**Exercise goal**
Filter the records below and copy every line containing the word "from".

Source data
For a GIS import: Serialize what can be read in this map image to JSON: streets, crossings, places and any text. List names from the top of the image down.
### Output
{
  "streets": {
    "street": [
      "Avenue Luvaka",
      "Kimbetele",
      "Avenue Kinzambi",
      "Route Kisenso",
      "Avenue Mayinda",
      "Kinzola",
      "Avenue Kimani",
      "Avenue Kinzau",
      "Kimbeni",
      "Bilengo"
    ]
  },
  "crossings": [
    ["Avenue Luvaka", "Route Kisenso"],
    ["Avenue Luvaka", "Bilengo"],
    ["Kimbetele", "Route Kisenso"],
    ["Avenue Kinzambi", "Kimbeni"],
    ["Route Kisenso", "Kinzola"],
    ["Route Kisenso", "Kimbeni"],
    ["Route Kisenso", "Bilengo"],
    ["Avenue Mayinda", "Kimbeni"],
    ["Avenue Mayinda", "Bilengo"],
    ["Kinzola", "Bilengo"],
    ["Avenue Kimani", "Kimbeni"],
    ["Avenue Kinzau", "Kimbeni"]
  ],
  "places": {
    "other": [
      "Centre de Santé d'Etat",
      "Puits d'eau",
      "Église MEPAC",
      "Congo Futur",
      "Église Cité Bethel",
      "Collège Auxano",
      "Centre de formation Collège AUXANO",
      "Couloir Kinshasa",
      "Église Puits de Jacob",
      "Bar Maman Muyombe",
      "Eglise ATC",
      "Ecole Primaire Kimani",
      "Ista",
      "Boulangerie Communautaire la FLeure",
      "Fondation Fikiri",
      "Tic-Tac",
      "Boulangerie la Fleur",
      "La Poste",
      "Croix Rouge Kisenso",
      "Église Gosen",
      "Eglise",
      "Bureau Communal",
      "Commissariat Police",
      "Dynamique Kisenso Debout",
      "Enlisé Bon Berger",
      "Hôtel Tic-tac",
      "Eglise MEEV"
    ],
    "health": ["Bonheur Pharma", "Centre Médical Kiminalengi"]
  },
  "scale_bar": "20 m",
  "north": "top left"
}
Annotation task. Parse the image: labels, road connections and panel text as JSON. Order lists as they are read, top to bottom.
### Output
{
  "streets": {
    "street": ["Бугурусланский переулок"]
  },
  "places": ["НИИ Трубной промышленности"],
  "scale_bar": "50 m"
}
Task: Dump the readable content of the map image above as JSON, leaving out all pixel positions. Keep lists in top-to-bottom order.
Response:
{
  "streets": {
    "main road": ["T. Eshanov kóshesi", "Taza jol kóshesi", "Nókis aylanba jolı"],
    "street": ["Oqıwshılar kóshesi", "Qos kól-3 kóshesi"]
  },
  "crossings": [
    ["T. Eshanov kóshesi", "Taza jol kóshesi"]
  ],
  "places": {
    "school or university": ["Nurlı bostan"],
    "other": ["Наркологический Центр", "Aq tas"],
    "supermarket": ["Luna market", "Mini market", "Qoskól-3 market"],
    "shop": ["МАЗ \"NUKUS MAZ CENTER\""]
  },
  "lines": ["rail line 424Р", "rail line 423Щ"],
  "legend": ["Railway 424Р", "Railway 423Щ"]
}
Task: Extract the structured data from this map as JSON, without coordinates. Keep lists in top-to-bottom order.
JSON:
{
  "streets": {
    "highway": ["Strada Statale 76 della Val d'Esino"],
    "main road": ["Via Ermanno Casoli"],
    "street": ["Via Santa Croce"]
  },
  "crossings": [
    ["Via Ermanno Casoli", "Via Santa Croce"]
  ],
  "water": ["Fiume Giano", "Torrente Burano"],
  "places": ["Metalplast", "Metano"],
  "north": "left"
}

**Solved problem**
For a GIS import: Serialize what can be read in this map image to JSON: streets, crossings, places and any text. List names from the top of the image down.
Task: Extract the structured data from this map as JSON, without coordinates. Keep lists in top-to-bottom order.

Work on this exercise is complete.